CountVectorizer, which we used for BoW, can be used for getting a Bag of N-grams representation as well, using its ngram_range argument. The code snippet below shows how:

In [4]:
from sklearn.feature_extraction.text import CountVectorizer

# N-gram vectorization example with count vectorizer and unigrams, bigrams
count_vect = CountVectorizer(ngram_range=(1, 2))

# Build a BOW representation for the corpus
bow_rep = count_vect.fit_transform(processed_docs)

# Look at the vocabulary mapping
print("Our vocabulary: ", count_vect.vocabulary_)

# See the BOW rep for first 2 documents
print("BoW representation for document 1: ", bow_rep[0].toarray())
print("BoW representation for document 2: ", bow_rep[1].toarray())

# Get the representation using this vocabulary, for a new text
temp = count_vect.transform(["machine learning is good"])

print("BoW representation for 'machine learning is good':", temp.toarray())

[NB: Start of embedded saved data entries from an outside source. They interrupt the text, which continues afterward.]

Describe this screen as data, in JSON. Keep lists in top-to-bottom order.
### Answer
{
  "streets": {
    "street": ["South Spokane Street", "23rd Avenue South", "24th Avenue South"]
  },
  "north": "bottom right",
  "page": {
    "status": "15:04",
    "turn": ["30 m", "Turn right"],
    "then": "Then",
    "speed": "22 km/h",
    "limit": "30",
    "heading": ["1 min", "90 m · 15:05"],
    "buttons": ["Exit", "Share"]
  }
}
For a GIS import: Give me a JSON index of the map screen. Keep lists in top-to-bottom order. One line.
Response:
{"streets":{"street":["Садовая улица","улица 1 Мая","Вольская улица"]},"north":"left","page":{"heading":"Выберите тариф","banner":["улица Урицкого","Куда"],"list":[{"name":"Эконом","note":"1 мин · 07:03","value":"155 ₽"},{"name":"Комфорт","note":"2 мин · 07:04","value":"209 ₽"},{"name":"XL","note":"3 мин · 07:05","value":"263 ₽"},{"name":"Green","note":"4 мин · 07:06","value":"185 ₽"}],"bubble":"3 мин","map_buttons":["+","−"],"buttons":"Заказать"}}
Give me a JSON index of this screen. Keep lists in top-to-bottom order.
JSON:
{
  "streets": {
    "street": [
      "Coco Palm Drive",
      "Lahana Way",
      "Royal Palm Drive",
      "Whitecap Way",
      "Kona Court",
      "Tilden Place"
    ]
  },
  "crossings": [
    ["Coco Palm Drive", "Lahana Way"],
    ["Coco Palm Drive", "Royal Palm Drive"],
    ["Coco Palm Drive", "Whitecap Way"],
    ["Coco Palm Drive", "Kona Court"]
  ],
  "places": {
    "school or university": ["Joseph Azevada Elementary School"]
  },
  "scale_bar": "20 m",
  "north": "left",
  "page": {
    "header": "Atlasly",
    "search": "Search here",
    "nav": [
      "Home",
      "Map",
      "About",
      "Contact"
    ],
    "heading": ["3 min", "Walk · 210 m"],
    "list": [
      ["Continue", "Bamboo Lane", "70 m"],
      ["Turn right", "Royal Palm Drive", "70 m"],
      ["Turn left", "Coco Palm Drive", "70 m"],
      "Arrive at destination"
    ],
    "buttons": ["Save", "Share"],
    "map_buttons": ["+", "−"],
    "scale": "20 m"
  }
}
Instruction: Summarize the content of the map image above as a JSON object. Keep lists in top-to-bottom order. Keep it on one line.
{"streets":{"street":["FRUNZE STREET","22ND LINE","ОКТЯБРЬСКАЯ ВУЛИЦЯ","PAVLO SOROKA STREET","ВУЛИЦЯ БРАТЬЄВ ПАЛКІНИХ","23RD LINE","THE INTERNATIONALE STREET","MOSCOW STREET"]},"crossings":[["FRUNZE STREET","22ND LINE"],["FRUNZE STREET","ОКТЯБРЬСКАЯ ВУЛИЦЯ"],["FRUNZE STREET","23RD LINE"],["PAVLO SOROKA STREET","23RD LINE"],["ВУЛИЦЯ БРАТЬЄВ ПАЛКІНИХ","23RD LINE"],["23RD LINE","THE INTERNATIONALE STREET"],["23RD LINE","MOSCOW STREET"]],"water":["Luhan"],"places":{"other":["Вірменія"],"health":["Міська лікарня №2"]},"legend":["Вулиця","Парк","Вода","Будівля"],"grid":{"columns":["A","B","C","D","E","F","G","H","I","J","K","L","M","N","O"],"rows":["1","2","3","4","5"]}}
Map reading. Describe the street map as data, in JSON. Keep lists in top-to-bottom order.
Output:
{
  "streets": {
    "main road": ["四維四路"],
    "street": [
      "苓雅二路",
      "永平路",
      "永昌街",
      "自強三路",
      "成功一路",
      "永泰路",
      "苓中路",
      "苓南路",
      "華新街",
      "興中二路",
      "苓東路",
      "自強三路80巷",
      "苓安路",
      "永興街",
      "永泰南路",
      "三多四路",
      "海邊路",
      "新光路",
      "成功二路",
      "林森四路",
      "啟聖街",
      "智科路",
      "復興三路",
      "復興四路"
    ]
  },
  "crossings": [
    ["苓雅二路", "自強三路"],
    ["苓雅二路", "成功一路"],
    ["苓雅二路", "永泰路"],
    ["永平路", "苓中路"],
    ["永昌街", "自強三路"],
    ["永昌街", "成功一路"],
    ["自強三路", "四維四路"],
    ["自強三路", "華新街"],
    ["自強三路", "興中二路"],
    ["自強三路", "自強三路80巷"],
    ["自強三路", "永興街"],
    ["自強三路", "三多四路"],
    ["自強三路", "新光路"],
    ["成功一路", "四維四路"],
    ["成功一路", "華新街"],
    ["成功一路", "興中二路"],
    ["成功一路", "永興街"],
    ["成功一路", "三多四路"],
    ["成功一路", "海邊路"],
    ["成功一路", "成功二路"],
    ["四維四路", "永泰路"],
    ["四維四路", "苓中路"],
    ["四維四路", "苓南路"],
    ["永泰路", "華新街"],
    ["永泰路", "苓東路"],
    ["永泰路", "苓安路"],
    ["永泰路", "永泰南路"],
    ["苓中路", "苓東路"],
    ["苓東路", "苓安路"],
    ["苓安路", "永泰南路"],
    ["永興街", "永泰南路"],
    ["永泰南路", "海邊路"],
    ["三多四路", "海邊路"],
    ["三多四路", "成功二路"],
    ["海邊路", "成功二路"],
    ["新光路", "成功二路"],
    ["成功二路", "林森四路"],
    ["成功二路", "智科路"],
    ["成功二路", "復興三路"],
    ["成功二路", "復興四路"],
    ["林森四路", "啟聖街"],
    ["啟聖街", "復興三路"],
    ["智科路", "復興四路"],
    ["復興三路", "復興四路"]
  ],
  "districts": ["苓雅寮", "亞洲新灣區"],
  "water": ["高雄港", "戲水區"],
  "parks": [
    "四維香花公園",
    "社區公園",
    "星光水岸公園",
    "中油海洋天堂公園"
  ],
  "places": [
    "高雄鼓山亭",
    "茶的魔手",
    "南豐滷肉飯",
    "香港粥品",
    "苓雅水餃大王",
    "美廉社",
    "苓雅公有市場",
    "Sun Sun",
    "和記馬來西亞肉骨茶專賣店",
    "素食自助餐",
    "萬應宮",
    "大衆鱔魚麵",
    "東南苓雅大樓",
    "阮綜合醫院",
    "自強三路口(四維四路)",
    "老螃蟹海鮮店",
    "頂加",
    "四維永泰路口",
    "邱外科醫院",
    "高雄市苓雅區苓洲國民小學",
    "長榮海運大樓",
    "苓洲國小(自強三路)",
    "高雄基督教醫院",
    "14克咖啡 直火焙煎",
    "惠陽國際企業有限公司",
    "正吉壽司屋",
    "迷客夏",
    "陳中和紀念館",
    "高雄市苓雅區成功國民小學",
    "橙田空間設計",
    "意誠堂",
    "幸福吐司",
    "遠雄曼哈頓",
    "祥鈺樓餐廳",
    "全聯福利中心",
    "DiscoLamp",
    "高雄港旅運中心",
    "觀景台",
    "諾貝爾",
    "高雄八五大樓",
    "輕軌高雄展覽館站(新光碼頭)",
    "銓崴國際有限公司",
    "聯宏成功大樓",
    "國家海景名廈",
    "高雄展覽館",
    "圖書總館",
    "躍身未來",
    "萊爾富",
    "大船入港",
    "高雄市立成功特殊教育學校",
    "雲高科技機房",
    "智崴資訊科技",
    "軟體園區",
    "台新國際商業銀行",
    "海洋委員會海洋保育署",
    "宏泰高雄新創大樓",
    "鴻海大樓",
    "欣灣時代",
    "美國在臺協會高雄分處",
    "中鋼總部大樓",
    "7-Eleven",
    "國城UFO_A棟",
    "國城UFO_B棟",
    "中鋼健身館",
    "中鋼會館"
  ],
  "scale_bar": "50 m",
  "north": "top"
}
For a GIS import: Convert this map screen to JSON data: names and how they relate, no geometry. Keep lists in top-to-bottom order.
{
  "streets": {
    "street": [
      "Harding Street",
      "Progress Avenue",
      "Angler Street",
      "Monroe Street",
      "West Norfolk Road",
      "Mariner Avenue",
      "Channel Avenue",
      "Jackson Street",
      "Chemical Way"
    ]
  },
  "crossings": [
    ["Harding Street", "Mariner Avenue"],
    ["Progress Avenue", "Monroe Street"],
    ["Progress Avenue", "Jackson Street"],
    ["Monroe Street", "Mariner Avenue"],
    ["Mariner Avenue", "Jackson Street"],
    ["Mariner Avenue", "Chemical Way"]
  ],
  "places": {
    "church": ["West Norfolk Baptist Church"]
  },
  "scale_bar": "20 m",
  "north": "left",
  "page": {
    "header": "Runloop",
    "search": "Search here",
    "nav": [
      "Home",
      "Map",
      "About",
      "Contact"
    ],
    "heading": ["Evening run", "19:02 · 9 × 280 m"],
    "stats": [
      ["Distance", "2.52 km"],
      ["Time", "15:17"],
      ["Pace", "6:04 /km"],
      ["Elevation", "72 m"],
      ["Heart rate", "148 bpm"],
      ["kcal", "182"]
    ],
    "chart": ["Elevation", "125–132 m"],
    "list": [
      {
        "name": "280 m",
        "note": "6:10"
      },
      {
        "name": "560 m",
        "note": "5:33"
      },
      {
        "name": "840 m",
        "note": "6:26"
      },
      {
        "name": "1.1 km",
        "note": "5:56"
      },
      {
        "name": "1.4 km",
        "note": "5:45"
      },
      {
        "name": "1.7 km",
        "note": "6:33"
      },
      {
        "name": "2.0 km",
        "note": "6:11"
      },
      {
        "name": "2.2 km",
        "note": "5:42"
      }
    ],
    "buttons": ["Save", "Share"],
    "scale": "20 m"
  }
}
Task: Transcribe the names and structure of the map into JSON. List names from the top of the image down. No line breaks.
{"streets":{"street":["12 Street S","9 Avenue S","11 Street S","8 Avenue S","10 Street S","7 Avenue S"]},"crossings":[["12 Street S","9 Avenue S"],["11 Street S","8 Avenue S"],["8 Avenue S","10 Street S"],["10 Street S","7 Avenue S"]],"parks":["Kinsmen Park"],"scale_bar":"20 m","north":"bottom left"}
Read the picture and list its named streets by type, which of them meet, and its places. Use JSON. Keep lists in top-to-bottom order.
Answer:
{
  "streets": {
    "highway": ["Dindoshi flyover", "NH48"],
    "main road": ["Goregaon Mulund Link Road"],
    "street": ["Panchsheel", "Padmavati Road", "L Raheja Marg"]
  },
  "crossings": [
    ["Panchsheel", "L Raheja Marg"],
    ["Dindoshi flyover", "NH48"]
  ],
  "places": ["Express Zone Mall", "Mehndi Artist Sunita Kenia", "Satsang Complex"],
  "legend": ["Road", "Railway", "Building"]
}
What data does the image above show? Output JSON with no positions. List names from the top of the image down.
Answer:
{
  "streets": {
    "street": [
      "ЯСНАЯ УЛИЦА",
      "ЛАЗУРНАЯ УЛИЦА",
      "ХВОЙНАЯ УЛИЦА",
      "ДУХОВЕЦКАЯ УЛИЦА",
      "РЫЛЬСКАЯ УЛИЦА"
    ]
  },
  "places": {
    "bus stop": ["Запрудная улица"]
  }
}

Our vocabulary:  {'often': 40, 'machine': 37, 'learning': 33, 'tutorials': 65, 'will': 73, 'recommend': 53, 'or': 47, 'require': 55, 'that': 61, 'you': 81, 'prepare': 49, 'your': 83, 'data': 10, 'in': 28, 'specific': 57, 'ways': 69, 'before': 4, 'fitting': 20, 'model': 39, 'often machine': 41, 'machine learning': 38, 'learning tutorials': 36, 'tutorials will': 66, 'will recommend': 74, 'recommend or': 54, 'or require': 48, 'require that': 56, 'that you': 62, 'you prepare': 82, 'prepare your': 50, 'your data': 84, 'data in': 11, 'in specific': 30, 'specific ways': 58, 'ways before': 70, 'before fitting': 5, 'fitting machine': 21, 'learning model': 35, 'getting': 22, 'started': 59, 'applied': 0, 'can': 6, 'be': 2, 'difficult': 12, 'especially': 16, 'when': 71, 'working': 77, 'with': 75, 'real': 51, 'world': 79, 'getting started': 23, 'started in': 60, 'in applied': 29, 'applied machine': 1, 'learning can': 34, 'can be': 7, 'be difficult': 3, 'difficult especially': 13, 'especially when':

Note that the number of features (and hence the size of the feature vector) increased a lot for the same data, compared to the other single word based representations!!